BEGIN Information shown

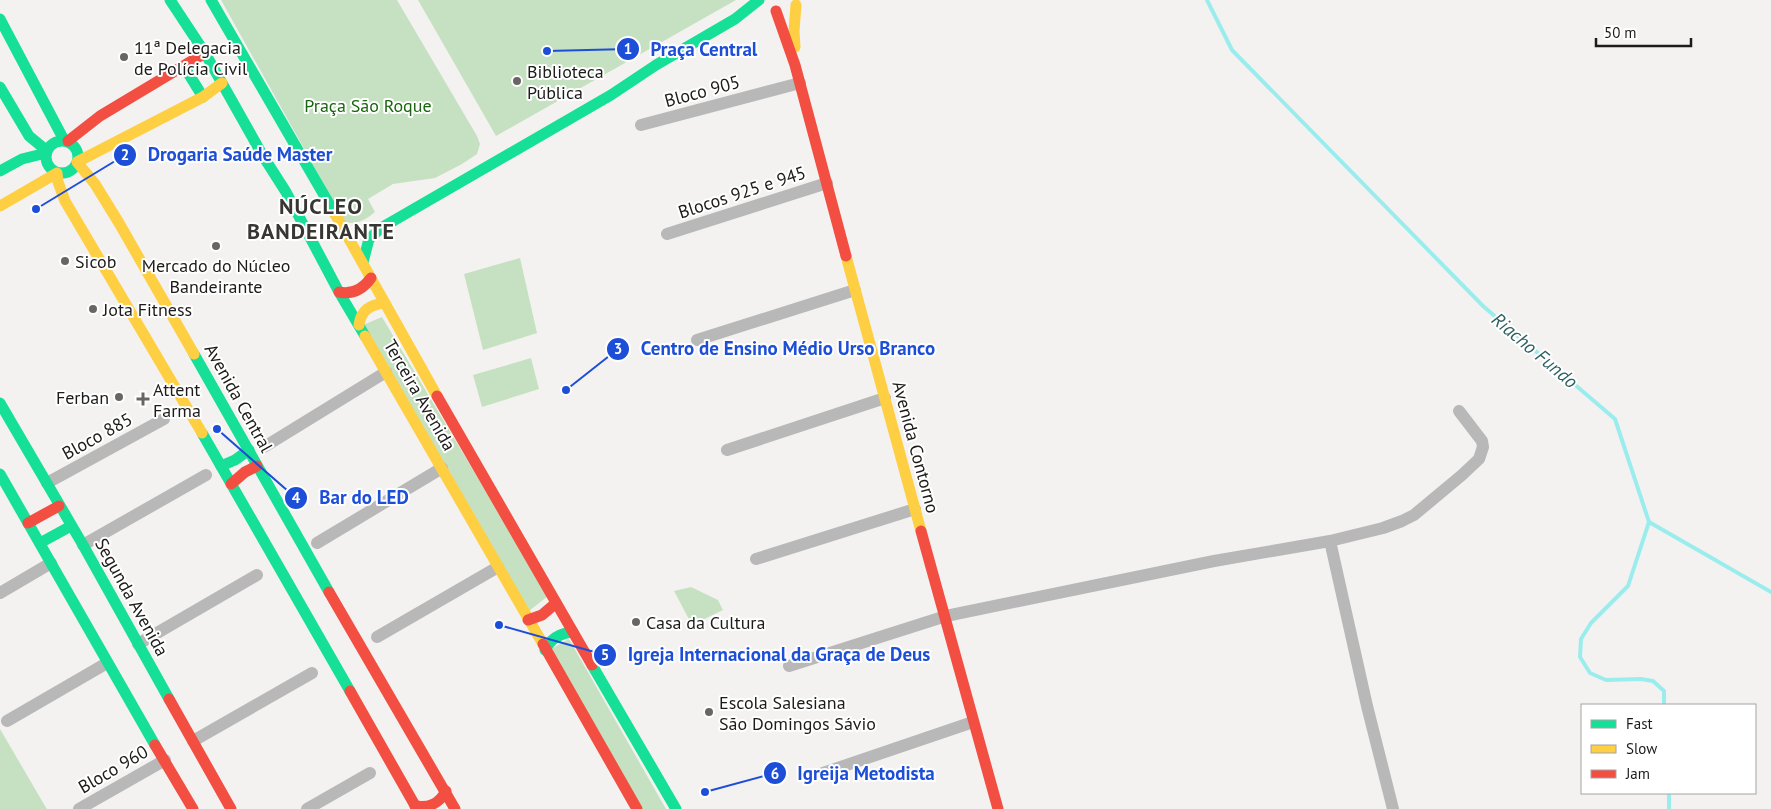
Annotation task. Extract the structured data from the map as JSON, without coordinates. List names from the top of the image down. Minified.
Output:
{"streets":{"street":["Bloco 905","Blocos 925 e 945","Terceira Avenida","Avenida Central","Bloco 885","Avenida Contorno","Segunda Avenida","Bloco 960"]},"crossings":[["Bloco 905","Avenida Contorno"],["Blocos 925 e 945","Avenida Contorno"],["Bloco 885","Segunda Avenida"]],"districts":["NÚCLEO BANDEIRANTE"],"water":["Riacho Fundo"],"parks":["Praça São Roque"],"places":{"other":["Praça Central","11ª Delegacia de Polícia Civil","Biblioteca Pública","Drogaria Saúde Master","Mercado do Núcleo Bandeirante","Sicob","Jota Fitness","Centro de Ensino Médio Urso Branco","Ferban","Bar do LED","Casa da Cultura","Igreja Internacional da Graça de Deus","Escola Salesiana São Domingos Sávio","Igreija Metodista"],"health":["Attent Farma"]},"legend":["Fast","Slow","Jam"],"scale_bar":"50 m"}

END Information shown

◆ **Instructions to follow**:
The data above should be returned in full, exactly as written, apart from its images.

◆ **Answer to this task**:
Annotation task. Extract the structured data from the map as JSON, without coordinates. List names from the top of the image down. Minified.
Output:
{"streets":{"street":["Bloco 905","Blocos 925 e 945","Terceira Avenida","Avenida Central","Bloco 885","Avenida Contorno","Segunda Avenida","Bloco 960"]},"crossings":[["Bloco 905","Avenida Contorno"],["Blocos 925 e 945","Avenida Contorno"],["Bloco 885","Segunda Avenida"]],"districts":["NÚCLEO BANDEIRANTE"],"water":["Riacho Fundo"],"parks":["Praça São Roque"],"places":{"other":["Praça Central","11ª Delegacia de Polícia Civil","Biblioteca Pública","Drogaria Saúde Master","Mercado do Núcleo Bandeirante","Sicob","Jota Fitness","Centro de Ensino Médio Urso Branco","Ferban","Bar do LED","Casa da Cultura","Igreja Internacional da Graça de Deus","Escola Salesiana São Domingos Sávio","Igreija Metodista"],"health":["Attent Farma"]},"legend":["Fast","Slow","Jam"],"scale_bar":"50 m"}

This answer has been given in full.